Mi sento bene, ma so
di essere osservata.
Non voglio rompere
questo momento, preferisco non parlare.
Percepisco distintamente il
calore
emanato da Federico, la sua mano ancora nella mia e il suo respiro
regolare,
anche lui si sta rilassando.
Mi scappa una leggere risata.
“La
matta aveva
ragione…” socchiudo gli occhi, per evitare il
fastidio delle goccioline, e lo
scruto.
I suoi capelli sono zuppi e tutti appiccicati alla fronte, le
labbra
leggermente aperte segno che sta sicuramente per ribattere qualcosa.
“Non
ho mai fatto una cosa del genere, tu non sei
normale. Lo sai, vero?”
Rimango un attimo a cercare qualche
segno che possa
dirmi se prenderla a male, ma il suo viso è impassibile.
Noto solo della pelle
d’oca formasi sul suo collo e mi avvicino.
“Hai
freddo?”
Non rispondo alla sua
domanda, limitandomi a farne una a mia volta. Lui annuisce con la
testa, subito
dopo scrolla un po’ le spalle.
Muovo
qualche altro passo piazzandomi di fronte a lui,
provo a lasciare la sua mano ma sento che non demorde, ormai
l’ha imprigionata.
Lascio perdere e faccio quello che ho sempre voluto fare da qualche
tempo a
questa parte: mi spalmo addosso a lui, facendo aderire perfettamente
ogni parte
del mio corpo; poi gli circondo la vita col braccio libero.
Restiamo
per un lasso di tempo che non so definire così,
fermi e senza fiatare.
Ci stringiamo a vicenda senza osare nulla
più di un
abbraccio; la mia testa è appoggiata all’altezza
del suo cuore.
Mi
lascia la mano, piano, come volesse evitare chissà
quale trauma; la mano che ha “abbandonato” la mia
si posa sulla spalla
avvolgendomi tutta, nello stesso
momento affonda la testa tra il collo e la spalla e lo sento inspirare
a fondo.
Mille brividi mi invadono e mi sento tremare leggermente, trattengo il
respiro
e aspetto.
L’acqua
continua a scendere forte e noi iniziamo ad
inzupparci per bene, come due biscotti
nell’alchermes.
Mi sembra di essere
rinchiusa in una bolla, ho solo paura che questa possa scoppiare da un
momento
altro perché sento che sta per succedere qualcosa.
Non mi
muovo, lui inspira
ancora il mio odore e poi mi scosta i capelli, con non poca fatica
visto che
questi si sono appiccicati al collo.
Mi sento male, in senso buono; poi mi
ricordo
di respirare e lascio sfuggire un gemito dalla mia bocca...
causa deficit
d’aria.
“Il
tuo profumo mi stordisce..”
Il cuore martella furioso
per queste parole inaspettate, sento il suo fiato caldo sul collo.
Mentre mi
mordo le
labbra, lui poggia le sue alla base della clavicola e inizia un lento
viaggio
verso l’alto.
Il mio cervello è in tilt, ma lui continua la sua
esplorazione senza esitazioni.
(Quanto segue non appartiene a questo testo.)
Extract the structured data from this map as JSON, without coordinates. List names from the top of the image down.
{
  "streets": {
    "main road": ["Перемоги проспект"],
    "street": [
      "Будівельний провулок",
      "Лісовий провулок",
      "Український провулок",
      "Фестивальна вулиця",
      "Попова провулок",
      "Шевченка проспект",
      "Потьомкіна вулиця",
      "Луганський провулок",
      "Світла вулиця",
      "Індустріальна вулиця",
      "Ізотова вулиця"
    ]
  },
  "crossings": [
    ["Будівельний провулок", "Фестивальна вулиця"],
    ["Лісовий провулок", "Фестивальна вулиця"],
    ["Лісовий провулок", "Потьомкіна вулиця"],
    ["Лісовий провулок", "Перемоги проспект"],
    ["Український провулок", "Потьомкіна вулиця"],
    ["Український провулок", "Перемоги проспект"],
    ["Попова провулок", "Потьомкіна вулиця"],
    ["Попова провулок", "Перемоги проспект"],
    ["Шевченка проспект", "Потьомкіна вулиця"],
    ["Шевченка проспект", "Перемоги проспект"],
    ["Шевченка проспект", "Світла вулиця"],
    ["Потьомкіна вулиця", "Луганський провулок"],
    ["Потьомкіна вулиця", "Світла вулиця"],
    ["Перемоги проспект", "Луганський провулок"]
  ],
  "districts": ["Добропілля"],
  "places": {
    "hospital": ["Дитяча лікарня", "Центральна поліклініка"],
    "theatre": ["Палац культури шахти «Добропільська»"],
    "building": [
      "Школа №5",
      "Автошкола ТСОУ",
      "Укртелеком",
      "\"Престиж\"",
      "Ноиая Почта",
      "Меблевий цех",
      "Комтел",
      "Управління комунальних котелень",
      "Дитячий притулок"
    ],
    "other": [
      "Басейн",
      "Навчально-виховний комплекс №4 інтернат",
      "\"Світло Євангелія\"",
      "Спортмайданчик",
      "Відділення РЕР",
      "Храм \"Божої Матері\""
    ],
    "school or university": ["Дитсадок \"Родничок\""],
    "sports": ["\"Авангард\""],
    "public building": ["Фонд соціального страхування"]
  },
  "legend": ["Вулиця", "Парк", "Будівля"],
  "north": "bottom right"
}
Su, sempre più su, lambisce
ogni centimetro di
pelle scoperta in maniera calma, decisa; infine si ferma sotto
l’orecchio e
per completare mi fa sentire i suoi canini accarezzarmi senza mordere.
Dalle
labbra mi scappa un leggero gridolino sorpreso.
Lo sento allontanarsi
ed è in
quel preciso momento che il mio cervello si scollega del tutto dal corpo.
Lo
bacio.
Nello
stesso istante in cui le nostre lingue si trovano,
realizzo seriamente di star baciando per la gioia dei miei ormoni
Federico.
Non riesco a credere ma l’ho baciato io, ma cosa
dico..lo sto
baciando ora!
Le sue labbra sono così morbide e piene, la
sua lingua è lava a
contatto con la mia che gioca a rincorrerlo; siamo quasi senza fiato ma
prima
di staccarci oso ancora e gli mordicchio il labbro inferiore, lo sento
mugolare
piano.
Abbiamo
il fiatone e lo guardo sconvolta.
Stento a
crederci, mi sento piena di forze e l’endorfine nel cervello
stanno facendo
festa a tutta randa.
Lui mi sorride e mi lascia un bacino sul naso.
Avvampo.
“Sai
di vaniglia…”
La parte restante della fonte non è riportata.